▶ _Available data_
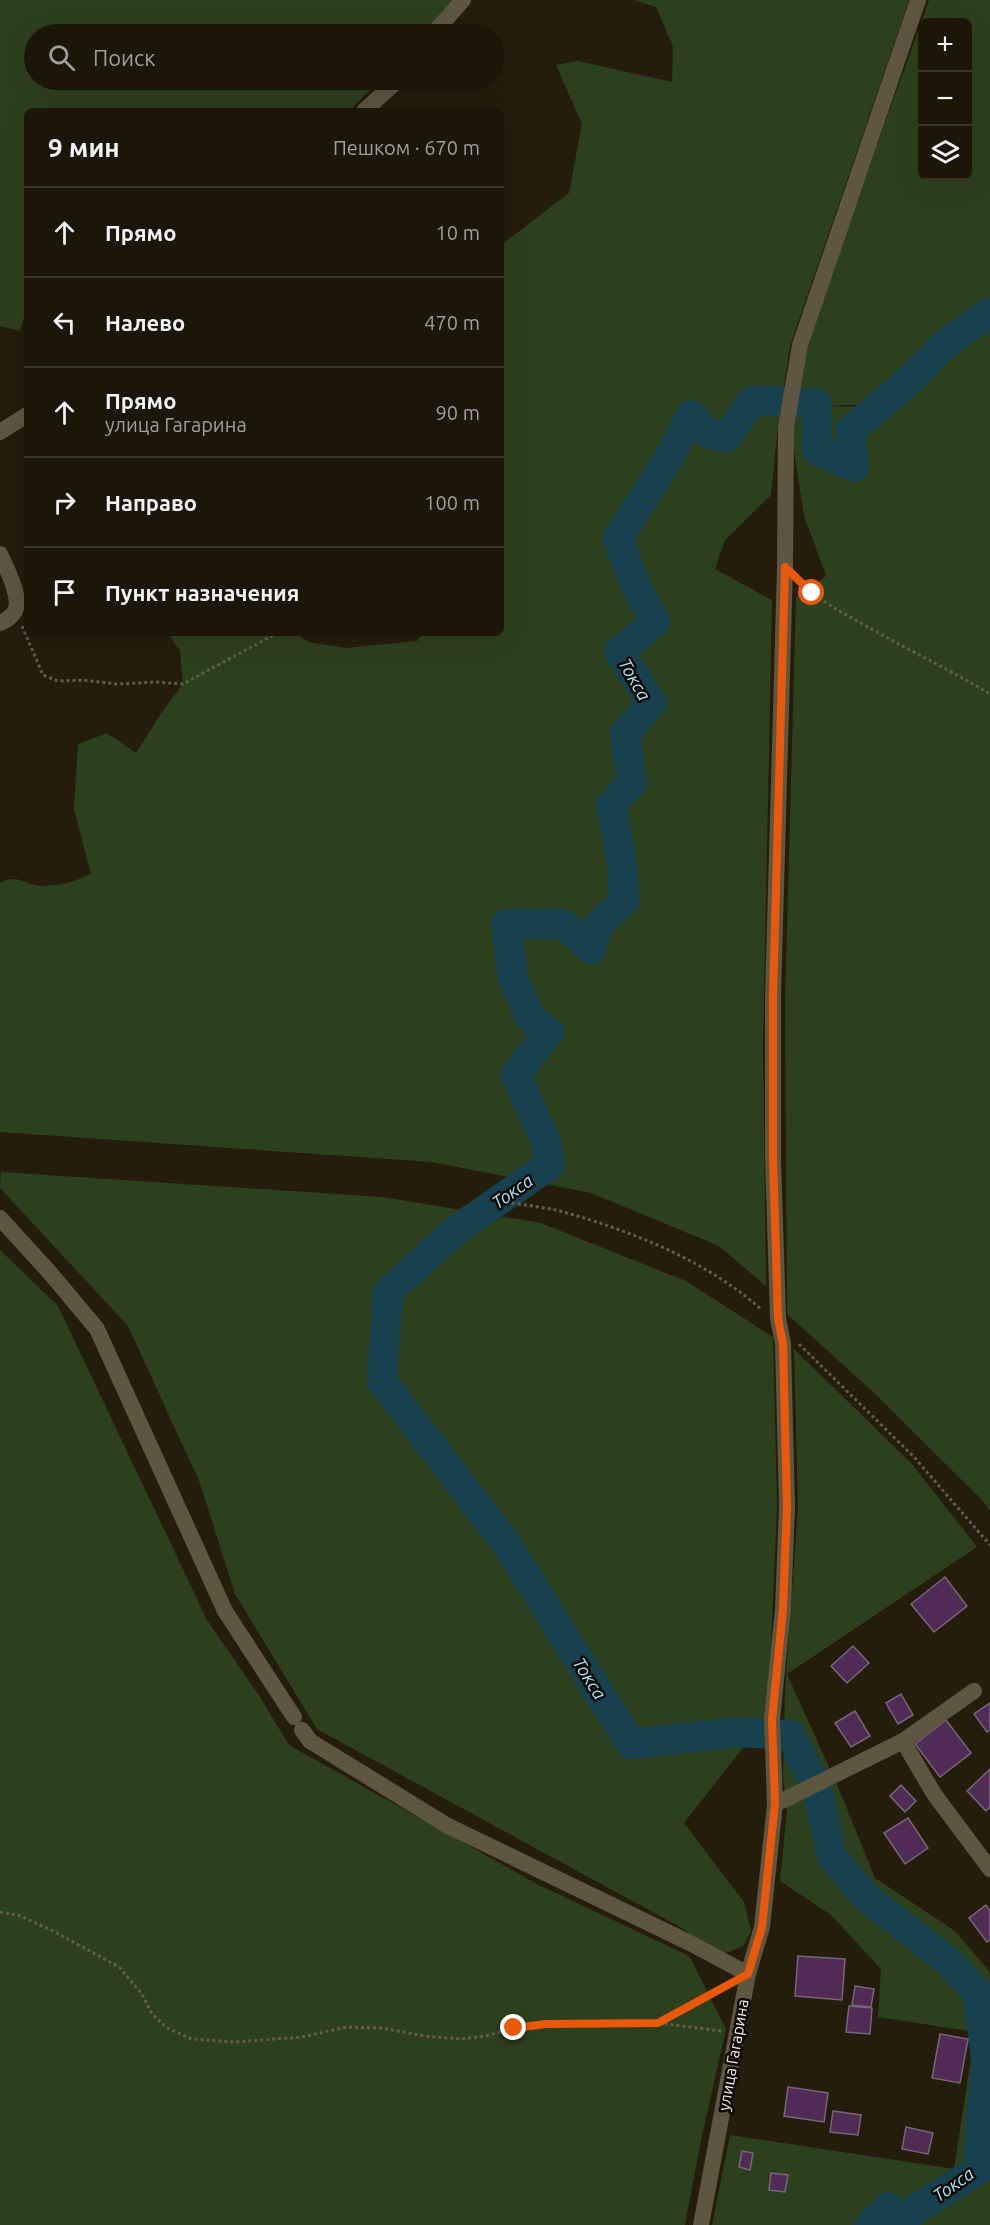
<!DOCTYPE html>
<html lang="ru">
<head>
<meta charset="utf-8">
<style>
	body { margin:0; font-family:Ubuntu,sans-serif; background:#251f12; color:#f1f3f6 }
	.controls { position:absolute; right:18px; top:18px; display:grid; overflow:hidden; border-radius:9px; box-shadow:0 6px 24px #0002 }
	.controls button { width:54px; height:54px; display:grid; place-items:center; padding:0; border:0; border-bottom:2px solid #3a3529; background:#1c1608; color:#f1f3f6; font:30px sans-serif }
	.stop { position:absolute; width:18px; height:18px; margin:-14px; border:4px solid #ea580c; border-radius:50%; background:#fff }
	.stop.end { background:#ea580c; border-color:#fff; box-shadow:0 2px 6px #0008 }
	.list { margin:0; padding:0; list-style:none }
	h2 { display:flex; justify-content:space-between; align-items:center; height:78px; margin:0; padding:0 24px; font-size:26px }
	h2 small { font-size:20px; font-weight:400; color:#a09f9c }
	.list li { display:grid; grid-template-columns:39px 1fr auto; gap:18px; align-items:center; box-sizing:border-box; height:90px; padding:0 24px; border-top:2px solid #3a3529 }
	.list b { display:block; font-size:22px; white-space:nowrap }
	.list p { margin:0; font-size:20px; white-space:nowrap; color:#a09f9c }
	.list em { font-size:20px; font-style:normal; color:#a09f9c }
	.icon { flex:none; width:33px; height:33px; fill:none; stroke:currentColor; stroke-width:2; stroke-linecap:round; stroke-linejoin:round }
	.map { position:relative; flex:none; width:990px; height:2225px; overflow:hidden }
	.search { position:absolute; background:#1c1608; box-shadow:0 6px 24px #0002; left:24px; top:24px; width:480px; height:66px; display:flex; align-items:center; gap:15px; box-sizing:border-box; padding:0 21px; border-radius:33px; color:#a09f9c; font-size:22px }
	.panel { position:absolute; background:#1c1608; box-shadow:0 6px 24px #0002; left:24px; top:108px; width:480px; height:528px; border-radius:9px }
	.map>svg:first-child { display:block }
	.green { fill:#2d401e; fill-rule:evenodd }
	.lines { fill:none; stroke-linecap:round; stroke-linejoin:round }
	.river { stroke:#18414f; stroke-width:30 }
	.building { fill:#502b56; stroke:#766678; stroke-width:1.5 }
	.path { stroke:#635c4c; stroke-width:3; stroke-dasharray:3 3; stroke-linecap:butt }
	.minor { stroke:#5f5642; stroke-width:16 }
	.route { stroke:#ea580c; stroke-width:8 }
	.labels { text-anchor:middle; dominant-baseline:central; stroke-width:5; stroke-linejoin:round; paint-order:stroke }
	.street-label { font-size:16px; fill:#f3ede2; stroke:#0b0803 }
	.water-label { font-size:18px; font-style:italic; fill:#a9e6fd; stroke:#0b0803 }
</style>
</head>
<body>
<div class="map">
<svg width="990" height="2225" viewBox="0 0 990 2225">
	<rect width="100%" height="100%" fill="#251d0b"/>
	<path class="green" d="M0 0H454L423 34H34V80H380L349 111H27V308L20 331 0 326Z
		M634 0H909L790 346 778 425 771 495 725 540 715 569 772 600 763 1046 766 1286 719 1246 591 1193 432 1162 0 1132V883C18 873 24 885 41 886 60 886 74 882 91 874L74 809 78 744 107 733 136 753 162 712 183 684 180 651 168 633H296L308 642 347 648 417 641 423 633H501V245L569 193 582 124 556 65 578 61 672 82 673 47 656 7Z
		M929 0H990V307L942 343 878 404 817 406 881 407 946 347 990 315V1511L983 1501 871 1390 787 1314 785 1003 796 597 826 576 804 516 791 431 805 347ZM922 22H968V176H922Z
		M1 1172 383 1197 541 1223 686 1281 773 1337 777 1505 768 1716 684 1823 744 1902 751 1931 743 1946 723 1954 700 1943 682 1928 317 1729 235 1594 200 1483 128 1326 0 1188Z
		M0 1250 58 1306 207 1620 260 1697 289 1745 537 1884 689 1956 726 2029 701 2140 685 2225H0Z
		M794 1349 912 1464 977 1547 787 1674 838 1787 875 1878 955 1931 990 1972V2225H712L730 2135 954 2169 974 2039 969 2031 878 2017 881 1969 831 1915 780 1881 787 1811 783 1777 785 1690 798 1508Z"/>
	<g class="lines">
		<path class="river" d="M870 2225 888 2207 899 2220 978 2170 986 2061 978 1993 947 1960 867 1898 832 1857 816 1784 808 1771 791 1735 735 1732 631 1744 506 1543 382 1381 388 1292 456 1230 550 1165 546 1142 516 1074 549 1032 530 1018 513 977 506 924H563L591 949 599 924 625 900 621 857 611 805 632 783 625 733 652 703 619 652 655 622 636 586 618 539 671 454 691 415 709 434 727 437 752 401H789L817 404V450L854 467 850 431 912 378 944 345 990 312"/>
	</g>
	<path class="building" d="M945 1577 967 1606 934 1632 911 1604Z
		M853 1646 869 1663 847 1683 831 1666Z
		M901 1694 913 1715 898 1724 886 1703Z
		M990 1703V1730L987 1732 974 1714Z
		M855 1711 870 1736 851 1747 835 1723Z
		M946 1720 971 1753 940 1777 915 1744Z
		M990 1769V1807L986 1811 967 1791Z
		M901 1785 916 1801 905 1812 890 1796Z
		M908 1818 928 1848 905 1864 884 1833Z
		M986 1905 990 1911V1940L987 1942 969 1918Z
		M798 1956 845 1959 842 2000 795 1996Z
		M855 1986 874 1989 871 2007 852 2005Z
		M849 2006 872 2008 870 2034 846 2032Z
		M940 2034 968 2039 960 2083 932 2078Z
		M788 2087 828 2093 824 2122 784 2116Z
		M833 2111 861 2115 858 2135 830 2132Z
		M906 2127 933 2133 928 2154 902 2149Z
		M742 2151 753 2153 750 2170 739 2167Z
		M771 2173 788 2175 785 2192 769 2190Z"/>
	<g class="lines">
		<path class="path" d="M801 582C817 599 838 610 859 622 902 647 947 668 990 694
			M22 626 43 675 58 681 82 680 117 684 155 682 183 684 277 633
			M506 1202C524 1205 543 1207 560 1211 632 1231 705 1260 761 1309
			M799 1344 914 1457 990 1545
			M0 1912 18 1915 53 1931 119 1967 142 1994 152 2014 167 2028 192 2039 235 2042 302 2037 347 2027 381 2028 424 2036 461 2039 486 2036 514 2028 546 2024 658 2023 722 2031
			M659 2022 730 1984"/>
		<path class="minor" d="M433 34 463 0
			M364 111 398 80
			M0 432 27 415
			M0 554C6 567 22 597 15 611 12 617 6 620 0 623
			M0 1218 51 1274 97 1329 225 1611 294 1717
			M302 1730 310 1741 448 1826 690 1943 748 1974
			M903 1741 974 1691
			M775 1804 784 1800 903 1741 934 1794 990 1869
			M701 2225 748 1974 762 1927 775 1804 772 1720 783 1609 787 1507 783 1344 778 1318 773 1158V996L785 567 786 427 800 345 918 0"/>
	</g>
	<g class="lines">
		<path class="route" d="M514 2028 546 2024 658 2023 748 1974 762 1927 775 1803 772 1720 783 1609 787 1507 783 1344 778 1318 773 1158V996L785 567 812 593"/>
	</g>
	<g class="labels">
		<g class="street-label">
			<text transform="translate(733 2055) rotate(-80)">улица Гагарина</text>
		</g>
		<g class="water-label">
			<text transform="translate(635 679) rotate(60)">Токса</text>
			<text transform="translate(512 1191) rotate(-35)">Токса</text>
			<text transform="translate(590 1678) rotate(58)">Токса</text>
			<text transform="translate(953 2184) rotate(-35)">Токса</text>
		</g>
	</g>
</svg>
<div class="controls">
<button>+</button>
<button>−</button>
<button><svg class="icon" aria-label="layers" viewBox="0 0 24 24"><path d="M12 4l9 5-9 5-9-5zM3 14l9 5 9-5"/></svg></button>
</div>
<div class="stop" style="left:812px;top:593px"></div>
<div class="stop end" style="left:514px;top:2028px"></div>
<div class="search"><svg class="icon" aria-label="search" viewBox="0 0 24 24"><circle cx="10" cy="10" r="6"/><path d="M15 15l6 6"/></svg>Поиск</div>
<section class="panel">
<h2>9 мин<small>Пешком · 670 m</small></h2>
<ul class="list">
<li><svg class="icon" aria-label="ahead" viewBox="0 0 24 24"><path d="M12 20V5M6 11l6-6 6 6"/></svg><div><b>Прямо</b></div><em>10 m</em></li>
<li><svg class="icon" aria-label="left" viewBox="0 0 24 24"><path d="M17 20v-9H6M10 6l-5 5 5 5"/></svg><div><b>Налево</b></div><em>470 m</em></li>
<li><svg class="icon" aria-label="ahead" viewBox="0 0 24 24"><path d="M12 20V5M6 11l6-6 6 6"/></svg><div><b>Прямо</b><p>улица Гагарина</p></div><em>90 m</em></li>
<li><svg class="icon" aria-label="right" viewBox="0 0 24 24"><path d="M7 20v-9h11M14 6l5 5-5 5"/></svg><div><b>Направо</b></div><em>100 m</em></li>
<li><svg class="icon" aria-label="arrive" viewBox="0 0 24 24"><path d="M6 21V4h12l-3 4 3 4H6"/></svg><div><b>Пункт назначения</b></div></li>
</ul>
</section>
</div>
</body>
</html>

▶ _About this exercise_
Pictures excluded, repeat the records exactly from their opening line through the line containing "margin:0; font-size:20px; white-space:nowrap;".

▶ _Exercise result_
<!DOCTYPE html>
<html lang="ru">
<head>
<meta charset="utf-8">
<style>
	body { margin:0; font-family:Ubuntu,sans-serif; background:#251f12; color:#f1f3f6 }
	.controls { position:absolute; right:18px; top:18px; display:grid; overflow:hidden; border-radius:9px; box-shadow:0 6px 24px #0002 }
	.controls button { width:54px; height:54px; display:grid; place-items:center; padding:0; border:0; border-bottom:2px solid #3a3529; background:#1c1608; color:#f1f3f6; font:30px sans-serif }
	.stop { position:absolute; width:18px; height:18px; margin:-14px; border:4px solid #ea580c; border-radius:50%; background:#fff }
	.stop.end { background:#ea580c; border-color:#fff; box-shadow:0 2px 6px #0008 }
	.list { margin:0; padding:0; list-style:none }
	h2 { display:flex; justify-content:space-between; align-items:center; height:78px; margin:0; padding:0 24px; font-size:26px }
	h2 small { font-size:20px; font-weight:400; color:#a09f9c }
	.list li { display:grid; grid-template-columns:39px 1fr auto; gap:18px; align-items:center; box-sizing:border-box; height:90px; padding:0 24px; border-top:2px solid #3a3529 }
	.list b { display:block; font-size:22px; white-space:nowrap }
	.list p { margin:0; font-size:20px; white-space:nowrap; color:#a09f9c }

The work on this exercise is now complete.